The agency appreciates the importance of providing consumers with
clear information regarding vehicle safety features to use when
deciding which vehicle to purchase, because we believe that such
information serves a safety need (consistent with the agency's motor
vehicle information mandate under 49 U.S.C. Chapter 323, Consumer
Information). However, we do not believe it is necessary to pursue the
use of common terminology for ESC, for the following reasons. The
primary concern engendering calls for common terminology involved a
consumer's ability to know whether a given vehicle is equipped with ESC
or some other similar-sounding device (e.g., a manufacturer's name for
traction control), but that concern has essentially been eliminated by
this final rule, which mandates installation of a compliant ESC system
on all light vehicles by the end of the phase-in period.
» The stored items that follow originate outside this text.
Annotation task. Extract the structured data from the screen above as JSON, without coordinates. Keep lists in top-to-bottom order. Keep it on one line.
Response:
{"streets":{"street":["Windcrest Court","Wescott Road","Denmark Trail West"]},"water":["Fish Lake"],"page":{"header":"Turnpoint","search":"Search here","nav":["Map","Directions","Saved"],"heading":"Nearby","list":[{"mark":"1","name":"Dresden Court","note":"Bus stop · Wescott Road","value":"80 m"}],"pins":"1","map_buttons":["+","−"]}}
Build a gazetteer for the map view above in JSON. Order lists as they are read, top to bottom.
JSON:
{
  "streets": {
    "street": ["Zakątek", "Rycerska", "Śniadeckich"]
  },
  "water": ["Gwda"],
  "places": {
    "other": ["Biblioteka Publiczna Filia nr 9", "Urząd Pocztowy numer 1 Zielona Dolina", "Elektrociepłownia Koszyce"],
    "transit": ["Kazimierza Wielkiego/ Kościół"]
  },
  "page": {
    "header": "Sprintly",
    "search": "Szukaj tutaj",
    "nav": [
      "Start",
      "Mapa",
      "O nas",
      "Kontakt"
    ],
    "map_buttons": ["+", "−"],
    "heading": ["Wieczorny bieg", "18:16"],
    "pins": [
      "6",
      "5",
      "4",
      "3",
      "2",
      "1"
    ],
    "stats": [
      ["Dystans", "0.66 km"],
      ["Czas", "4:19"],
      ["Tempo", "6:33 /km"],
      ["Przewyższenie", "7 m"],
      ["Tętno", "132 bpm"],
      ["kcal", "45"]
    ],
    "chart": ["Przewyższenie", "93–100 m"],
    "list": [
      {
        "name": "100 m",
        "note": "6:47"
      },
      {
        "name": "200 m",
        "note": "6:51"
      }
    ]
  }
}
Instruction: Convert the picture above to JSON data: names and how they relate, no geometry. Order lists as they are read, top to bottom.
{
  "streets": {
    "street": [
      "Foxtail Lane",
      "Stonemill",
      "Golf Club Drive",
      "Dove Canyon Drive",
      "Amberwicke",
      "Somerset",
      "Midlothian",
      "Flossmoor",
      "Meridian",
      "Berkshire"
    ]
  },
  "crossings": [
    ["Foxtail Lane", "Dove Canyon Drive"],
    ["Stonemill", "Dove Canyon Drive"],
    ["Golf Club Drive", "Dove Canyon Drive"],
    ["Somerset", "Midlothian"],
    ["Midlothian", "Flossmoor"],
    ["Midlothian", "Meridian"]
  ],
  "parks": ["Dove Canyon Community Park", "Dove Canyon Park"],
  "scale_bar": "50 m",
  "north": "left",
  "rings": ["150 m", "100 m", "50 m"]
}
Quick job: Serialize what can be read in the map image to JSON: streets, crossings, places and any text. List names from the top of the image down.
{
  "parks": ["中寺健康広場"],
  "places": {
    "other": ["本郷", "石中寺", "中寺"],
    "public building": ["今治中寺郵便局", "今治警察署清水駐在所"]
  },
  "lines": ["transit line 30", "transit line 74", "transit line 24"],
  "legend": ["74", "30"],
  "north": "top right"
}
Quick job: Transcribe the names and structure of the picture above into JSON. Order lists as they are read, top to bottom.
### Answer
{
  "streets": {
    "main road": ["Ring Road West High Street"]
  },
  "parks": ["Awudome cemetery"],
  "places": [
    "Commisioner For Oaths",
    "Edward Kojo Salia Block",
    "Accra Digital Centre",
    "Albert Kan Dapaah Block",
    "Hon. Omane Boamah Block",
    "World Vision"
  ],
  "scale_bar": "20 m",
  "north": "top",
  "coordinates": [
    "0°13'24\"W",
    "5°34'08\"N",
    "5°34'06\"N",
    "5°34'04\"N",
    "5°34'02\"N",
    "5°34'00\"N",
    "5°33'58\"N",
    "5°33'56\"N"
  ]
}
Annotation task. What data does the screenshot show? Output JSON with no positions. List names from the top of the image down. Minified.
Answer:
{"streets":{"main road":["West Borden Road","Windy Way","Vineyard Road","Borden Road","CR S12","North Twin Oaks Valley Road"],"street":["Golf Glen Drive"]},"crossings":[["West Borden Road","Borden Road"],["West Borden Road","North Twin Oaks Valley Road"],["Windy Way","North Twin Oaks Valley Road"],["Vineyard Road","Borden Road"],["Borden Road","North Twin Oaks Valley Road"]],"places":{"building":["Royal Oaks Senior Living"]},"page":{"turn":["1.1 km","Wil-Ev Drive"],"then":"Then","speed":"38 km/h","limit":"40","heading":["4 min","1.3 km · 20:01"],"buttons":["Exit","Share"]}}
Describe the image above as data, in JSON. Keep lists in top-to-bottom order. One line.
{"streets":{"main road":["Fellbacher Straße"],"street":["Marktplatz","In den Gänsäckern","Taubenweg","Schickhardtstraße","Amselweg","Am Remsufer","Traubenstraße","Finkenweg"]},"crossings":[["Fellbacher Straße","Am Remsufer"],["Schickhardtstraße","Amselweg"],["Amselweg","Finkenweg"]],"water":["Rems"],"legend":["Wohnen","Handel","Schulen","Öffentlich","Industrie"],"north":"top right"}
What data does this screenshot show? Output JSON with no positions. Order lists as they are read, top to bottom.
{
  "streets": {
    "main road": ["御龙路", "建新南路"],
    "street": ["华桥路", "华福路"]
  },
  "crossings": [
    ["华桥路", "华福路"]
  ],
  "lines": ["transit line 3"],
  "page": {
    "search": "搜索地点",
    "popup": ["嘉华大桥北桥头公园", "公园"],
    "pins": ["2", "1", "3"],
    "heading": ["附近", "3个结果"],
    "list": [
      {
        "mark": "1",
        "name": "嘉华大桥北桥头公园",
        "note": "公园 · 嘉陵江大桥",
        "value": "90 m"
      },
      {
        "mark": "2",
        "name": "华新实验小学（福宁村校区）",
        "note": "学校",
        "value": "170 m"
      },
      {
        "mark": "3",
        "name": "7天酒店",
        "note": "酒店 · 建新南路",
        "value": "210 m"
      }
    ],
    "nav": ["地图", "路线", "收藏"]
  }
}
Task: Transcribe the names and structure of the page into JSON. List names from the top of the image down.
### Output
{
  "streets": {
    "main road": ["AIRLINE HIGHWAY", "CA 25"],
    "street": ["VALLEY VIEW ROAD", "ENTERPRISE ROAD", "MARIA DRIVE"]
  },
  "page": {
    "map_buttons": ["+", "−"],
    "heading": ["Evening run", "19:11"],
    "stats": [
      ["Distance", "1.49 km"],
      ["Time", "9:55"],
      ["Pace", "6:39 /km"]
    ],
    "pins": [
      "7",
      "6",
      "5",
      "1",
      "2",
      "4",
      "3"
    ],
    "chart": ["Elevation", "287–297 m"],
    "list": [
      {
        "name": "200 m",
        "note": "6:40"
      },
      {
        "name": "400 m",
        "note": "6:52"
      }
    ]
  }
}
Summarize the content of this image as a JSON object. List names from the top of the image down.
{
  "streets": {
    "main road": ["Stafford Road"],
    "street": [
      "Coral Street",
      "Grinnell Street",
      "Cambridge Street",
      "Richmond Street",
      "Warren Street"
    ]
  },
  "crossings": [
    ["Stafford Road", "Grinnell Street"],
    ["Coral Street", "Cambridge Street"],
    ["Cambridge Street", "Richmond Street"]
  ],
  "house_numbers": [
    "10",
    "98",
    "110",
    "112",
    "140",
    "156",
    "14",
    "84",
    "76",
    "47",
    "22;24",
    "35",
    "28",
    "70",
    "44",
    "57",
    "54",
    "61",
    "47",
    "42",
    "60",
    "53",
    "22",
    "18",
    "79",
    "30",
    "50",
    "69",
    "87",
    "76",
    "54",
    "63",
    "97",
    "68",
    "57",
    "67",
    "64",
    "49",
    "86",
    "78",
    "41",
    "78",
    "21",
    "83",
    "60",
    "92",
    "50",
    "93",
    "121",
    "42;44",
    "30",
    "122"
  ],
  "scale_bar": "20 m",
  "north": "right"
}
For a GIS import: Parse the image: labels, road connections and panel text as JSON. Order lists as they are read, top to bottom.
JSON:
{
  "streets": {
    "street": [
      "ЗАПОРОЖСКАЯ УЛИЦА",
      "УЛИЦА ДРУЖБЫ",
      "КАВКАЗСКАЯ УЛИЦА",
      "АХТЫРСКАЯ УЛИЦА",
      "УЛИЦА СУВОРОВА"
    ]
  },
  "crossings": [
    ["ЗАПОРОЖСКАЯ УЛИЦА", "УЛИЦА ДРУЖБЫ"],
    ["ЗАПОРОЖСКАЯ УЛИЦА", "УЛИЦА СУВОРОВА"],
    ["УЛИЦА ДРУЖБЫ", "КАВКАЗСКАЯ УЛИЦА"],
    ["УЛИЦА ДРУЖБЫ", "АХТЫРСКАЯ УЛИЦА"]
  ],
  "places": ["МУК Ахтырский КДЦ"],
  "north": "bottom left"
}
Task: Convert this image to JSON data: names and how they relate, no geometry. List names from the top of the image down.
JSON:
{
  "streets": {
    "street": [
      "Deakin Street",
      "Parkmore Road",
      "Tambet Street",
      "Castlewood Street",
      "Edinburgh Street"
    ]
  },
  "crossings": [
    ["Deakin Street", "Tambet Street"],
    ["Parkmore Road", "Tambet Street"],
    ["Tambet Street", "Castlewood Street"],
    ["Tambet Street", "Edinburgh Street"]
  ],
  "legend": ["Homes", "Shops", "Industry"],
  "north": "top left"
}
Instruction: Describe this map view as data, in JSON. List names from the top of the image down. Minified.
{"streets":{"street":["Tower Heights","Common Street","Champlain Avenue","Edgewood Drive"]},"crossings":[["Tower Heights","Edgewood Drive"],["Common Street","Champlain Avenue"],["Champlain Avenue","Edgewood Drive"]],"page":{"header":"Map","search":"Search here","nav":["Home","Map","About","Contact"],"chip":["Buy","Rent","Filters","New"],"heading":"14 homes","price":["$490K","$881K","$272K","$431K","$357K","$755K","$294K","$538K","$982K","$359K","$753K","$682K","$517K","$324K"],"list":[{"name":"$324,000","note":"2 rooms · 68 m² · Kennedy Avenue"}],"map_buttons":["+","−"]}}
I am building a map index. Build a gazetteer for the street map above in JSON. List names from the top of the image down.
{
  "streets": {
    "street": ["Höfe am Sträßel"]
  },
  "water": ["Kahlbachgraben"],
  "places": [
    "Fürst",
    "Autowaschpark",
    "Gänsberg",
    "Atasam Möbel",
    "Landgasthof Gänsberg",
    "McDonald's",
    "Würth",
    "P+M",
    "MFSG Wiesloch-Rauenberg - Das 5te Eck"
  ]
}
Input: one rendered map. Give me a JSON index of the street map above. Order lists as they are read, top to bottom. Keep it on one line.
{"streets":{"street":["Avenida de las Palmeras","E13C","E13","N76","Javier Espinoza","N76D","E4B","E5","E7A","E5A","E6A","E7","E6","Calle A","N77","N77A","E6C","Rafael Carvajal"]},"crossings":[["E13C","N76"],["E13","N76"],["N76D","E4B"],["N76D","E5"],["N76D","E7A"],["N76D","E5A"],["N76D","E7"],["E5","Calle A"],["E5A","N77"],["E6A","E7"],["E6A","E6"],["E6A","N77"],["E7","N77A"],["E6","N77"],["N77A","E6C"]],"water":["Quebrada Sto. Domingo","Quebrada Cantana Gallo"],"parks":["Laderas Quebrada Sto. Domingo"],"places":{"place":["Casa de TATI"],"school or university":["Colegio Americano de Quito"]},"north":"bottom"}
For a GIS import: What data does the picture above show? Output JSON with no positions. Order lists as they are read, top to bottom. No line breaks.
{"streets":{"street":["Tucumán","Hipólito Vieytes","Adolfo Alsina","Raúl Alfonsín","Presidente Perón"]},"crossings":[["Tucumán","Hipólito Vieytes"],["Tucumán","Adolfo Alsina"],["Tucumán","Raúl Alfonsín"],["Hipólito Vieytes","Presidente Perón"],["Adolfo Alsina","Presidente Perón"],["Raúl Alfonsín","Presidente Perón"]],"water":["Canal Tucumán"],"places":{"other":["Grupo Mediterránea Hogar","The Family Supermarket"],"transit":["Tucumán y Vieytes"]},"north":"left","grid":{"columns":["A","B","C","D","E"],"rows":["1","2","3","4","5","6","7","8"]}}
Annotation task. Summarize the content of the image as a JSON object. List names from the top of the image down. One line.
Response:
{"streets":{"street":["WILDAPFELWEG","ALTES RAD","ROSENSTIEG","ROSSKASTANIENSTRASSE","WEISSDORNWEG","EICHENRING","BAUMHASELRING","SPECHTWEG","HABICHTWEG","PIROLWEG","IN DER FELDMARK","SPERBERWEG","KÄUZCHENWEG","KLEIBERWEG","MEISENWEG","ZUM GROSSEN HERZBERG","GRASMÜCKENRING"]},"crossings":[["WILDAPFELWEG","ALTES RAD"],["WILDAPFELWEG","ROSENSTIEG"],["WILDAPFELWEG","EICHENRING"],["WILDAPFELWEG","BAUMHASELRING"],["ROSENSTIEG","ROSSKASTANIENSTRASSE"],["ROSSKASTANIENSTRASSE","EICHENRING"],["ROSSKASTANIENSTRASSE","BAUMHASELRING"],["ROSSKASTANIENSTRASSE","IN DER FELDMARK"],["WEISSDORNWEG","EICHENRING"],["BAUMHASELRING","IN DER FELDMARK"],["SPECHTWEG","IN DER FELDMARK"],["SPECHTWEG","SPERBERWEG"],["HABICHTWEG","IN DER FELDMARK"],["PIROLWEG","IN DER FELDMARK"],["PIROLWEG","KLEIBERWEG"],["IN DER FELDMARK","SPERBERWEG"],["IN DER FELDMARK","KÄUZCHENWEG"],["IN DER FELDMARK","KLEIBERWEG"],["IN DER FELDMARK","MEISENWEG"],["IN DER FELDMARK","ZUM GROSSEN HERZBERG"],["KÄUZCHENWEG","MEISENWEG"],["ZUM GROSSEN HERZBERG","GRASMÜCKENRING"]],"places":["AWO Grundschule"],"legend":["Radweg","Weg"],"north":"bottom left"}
Absent that
concern, there is no need for NHTSA to dictate how companies market
their products.
2. The Definition of ``ESC System'' as the Basis of the Standard
As noted above, the NPRM proposed to require installation of an ESC
system
[[Page 17254]]
that meets the definition contained in paragraph S4 of the standard, as
well as the requirements of S5.1, Required Equipment. The proposed
definition of ``ESC System'' specified certain features that must be
present on that equipment, including that it be capable of applying all
four brakes individually and have a computer using a closed-loop
algorithm to limit vehicle oversteer and to limit vehicle understeer
when appropriate. In addition, the system must have a means to
determine the vehicle's yaw rate and to estimate its side slip, as well
as a means to monitor driver steering inputs. Furthermore, the ESC
system must be operational during all phases of driving including
acceleration, coasting, and deceleration (including braking), except
when the driver has disabled ESC or the vehicle is below a low speed
threshold where loss of control is unlikely, and it must remain
operational when the antilock brake system or traction control system
is activated. The ESC system must also meet the proposed performance
requirements for lateral stability and vehicle responsiveness (see
S5.2).
BorgWarner Torq Transfer Systems, Inc. (BorgWarner) stated that the
proposed standard should not mandate a specific solution in terms of
how an ESC system would operate (i.e., requiring a brake-base system),
but instead it should adopt a performance standard that would encourage
development of new and potentially improved technologies, ones which
may provide more benefits and/or be more cost-effective than brake-
based ESC systems. The commenter stated that it is ultimately the
forces at the road/tire interface that are adjusted by the ESC,
regardless of how that is accomplished. Accordingly, BorgWarner stated
its opposition to the definition of ``ESC System'' as the basis of the
standard because ``* * * other systems such as effective design of
suspension and steering geometry, active steering, active suspension,
AWD active yaw control, torque vectoring yaw control, [and]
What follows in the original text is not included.